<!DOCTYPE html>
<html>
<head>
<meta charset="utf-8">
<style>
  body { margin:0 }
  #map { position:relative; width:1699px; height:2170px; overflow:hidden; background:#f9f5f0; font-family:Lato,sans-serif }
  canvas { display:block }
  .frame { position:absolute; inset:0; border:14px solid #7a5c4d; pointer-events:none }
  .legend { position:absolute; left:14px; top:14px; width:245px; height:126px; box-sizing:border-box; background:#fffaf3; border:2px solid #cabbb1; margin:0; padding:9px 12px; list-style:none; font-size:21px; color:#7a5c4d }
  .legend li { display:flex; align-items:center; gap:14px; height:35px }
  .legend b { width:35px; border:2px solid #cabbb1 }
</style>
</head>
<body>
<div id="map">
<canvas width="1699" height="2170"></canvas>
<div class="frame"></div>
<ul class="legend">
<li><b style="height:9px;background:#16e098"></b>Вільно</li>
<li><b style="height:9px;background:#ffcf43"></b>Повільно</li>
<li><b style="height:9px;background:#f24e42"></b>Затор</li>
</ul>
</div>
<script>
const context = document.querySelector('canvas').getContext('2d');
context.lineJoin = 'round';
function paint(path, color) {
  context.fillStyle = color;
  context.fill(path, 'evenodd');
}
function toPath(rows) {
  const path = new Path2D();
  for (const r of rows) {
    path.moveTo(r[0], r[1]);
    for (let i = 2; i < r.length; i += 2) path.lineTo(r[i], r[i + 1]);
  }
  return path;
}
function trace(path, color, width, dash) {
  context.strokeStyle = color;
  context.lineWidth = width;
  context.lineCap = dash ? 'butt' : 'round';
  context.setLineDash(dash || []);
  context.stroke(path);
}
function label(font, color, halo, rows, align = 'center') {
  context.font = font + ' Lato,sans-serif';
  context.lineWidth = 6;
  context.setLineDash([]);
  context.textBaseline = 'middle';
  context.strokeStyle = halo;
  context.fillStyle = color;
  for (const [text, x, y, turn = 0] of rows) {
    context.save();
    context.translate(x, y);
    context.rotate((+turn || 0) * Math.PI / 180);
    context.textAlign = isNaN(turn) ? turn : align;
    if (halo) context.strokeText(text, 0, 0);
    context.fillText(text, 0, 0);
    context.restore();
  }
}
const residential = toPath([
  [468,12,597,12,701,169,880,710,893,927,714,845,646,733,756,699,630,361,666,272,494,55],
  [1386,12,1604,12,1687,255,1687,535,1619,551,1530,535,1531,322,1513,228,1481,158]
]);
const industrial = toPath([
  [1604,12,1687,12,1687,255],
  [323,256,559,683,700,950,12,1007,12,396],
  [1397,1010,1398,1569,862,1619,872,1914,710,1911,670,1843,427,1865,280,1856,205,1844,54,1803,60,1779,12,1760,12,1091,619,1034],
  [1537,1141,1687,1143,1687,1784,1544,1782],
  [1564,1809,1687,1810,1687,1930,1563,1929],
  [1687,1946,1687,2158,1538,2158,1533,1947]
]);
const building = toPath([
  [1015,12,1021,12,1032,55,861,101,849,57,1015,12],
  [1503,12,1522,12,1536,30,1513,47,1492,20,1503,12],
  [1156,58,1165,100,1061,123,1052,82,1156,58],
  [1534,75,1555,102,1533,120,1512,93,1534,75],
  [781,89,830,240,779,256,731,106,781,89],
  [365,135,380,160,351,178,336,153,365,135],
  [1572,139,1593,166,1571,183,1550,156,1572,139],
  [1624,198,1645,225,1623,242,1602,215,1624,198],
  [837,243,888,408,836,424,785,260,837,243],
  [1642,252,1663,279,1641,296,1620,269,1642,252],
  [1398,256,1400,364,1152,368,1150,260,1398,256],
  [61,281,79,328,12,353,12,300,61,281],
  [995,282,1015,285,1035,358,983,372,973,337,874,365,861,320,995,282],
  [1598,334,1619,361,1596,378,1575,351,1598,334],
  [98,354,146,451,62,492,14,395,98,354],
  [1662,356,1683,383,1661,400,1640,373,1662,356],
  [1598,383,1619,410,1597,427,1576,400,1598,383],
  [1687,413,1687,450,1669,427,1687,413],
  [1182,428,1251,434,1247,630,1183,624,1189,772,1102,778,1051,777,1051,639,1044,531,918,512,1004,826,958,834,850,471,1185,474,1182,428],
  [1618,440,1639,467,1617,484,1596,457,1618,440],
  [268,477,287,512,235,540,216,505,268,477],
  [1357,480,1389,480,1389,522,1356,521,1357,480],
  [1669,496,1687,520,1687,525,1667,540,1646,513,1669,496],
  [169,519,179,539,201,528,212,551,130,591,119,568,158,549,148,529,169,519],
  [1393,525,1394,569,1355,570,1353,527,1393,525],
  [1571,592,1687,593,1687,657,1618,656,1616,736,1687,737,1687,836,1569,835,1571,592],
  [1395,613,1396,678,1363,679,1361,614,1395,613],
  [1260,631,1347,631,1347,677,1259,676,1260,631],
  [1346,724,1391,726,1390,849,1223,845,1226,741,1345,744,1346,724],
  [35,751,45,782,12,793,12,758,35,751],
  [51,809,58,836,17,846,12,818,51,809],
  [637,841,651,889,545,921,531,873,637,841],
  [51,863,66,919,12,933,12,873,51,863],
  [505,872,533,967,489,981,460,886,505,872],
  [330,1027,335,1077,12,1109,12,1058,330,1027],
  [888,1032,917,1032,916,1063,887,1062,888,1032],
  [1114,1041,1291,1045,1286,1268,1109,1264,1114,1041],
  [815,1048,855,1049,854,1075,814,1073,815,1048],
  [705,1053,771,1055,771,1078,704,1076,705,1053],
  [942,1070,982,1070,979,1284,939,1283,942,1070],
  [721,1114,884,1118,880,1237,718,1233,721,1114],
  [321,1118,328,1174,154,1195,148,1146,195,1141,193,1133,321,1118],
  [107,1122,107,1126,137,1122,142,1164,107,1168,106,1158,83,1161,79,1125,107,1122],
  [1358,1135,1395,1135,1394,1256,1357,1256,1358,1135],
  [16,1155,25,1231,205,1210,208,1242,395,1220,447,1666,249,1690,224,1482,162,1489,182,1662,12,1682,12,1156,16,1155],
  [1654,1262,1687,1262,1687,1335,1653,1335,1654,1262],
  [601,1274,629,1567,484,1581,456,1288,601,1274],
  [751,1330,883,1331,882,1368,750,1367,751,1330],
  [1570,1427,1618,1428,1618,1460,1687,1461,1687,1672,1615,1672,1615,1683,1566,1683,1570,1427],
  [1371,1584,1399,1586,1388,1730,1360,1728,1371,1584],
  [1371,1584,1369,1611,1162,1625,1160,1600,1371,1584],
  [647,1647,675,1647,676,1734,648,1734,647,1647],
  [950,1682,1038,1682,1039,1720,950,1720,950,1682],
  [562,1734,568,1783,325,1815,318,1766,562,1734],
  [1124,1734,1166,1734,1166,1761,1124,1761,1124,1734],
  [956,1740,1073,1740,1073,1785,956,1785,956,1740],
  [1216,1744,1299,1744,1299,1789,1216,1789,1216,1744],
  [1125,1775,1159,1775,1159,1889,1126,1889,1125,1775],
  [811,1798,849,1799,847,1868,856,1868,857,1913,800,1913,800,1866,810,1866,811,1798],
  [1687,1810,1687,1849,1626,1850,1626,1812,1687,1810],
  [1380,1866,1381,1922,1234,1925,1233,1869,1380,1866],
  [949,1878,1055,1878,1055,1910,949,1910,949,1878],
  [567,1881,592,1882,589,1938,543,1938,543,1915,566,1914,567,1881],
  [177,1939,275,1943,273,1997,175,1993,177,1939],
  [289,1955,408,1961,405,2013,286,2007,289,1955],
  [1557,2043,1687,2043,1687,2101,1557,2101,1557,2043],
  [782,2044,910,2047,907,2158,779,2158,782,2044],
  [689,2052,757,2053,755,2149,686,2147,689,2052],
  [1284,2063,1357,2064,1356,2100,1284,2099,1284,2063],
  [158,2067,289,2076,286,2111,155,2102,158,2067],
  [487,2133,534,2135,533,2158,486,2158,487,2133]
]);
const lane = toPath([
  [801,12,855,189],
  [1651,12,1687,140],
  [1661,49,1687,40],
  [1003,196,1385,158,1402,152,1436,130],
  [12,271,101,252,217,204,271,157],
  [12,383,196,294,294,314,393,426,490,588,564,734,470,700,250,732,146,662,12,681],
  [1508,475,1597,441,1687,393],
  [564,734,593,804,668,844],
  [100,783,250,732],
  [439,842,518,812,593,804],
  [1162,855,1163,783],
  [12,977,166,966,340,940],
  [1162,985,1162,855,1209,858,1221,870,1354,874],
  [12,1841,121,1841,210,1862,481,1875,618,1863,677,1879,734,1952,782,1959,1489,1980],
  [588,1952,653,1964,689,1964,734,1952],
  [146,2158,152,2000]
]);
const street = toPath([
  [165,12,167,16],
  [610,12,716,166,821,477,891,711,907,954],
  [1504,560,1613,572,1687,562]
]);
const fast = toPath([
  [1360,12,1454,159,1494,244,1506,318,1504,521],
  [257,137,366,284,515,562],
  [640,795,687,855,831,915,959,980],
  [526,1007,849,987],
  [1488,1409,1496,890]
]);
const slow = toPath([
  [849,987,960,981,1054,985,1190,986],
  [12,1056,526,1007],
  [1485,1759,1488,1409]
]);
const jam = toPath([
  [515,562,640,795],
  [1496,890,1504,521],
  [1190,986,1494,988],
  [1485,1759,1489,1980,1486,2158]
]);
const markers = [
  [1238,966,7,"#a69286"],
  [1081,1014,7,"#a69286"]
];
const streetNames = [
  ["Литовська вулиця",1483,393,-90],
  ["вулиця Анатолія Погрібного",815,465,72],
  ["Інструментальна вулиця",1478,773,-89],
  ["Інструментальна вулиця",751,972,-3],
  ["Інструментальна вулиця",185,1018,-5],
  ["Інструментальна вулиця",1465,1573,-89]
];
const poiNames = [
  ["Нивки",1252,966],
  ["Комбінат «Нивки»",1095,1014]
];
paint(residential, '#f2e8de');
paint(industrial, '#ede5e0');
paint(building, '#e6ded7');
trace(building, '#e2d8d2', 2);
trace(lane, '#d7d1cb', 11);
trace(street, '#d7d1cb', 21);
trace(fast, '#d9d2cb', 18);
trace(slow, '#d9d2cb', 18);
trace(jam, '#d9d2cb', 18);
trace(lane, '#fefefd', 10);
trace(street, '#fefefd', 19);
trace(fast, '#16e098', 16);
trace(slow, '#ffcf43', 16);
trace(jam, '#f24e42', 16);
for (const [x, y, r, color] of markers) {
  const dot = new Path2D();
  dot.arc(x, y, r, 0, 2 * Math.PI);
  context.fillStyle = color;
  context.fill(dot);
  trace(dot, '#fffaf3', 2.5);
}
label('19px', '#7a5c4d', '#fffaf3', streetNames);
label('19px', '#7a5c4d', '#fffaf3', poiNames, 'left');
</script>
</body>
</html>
********
> WHAT YOU ARE ASKED TO DO: Within the data above, filter for lines containing the word "lineWidth" and copy each one.

> RESPONSE FOR THIS EXERCISE:
  context.lineWidth = width;
  context.lineWidth = 6;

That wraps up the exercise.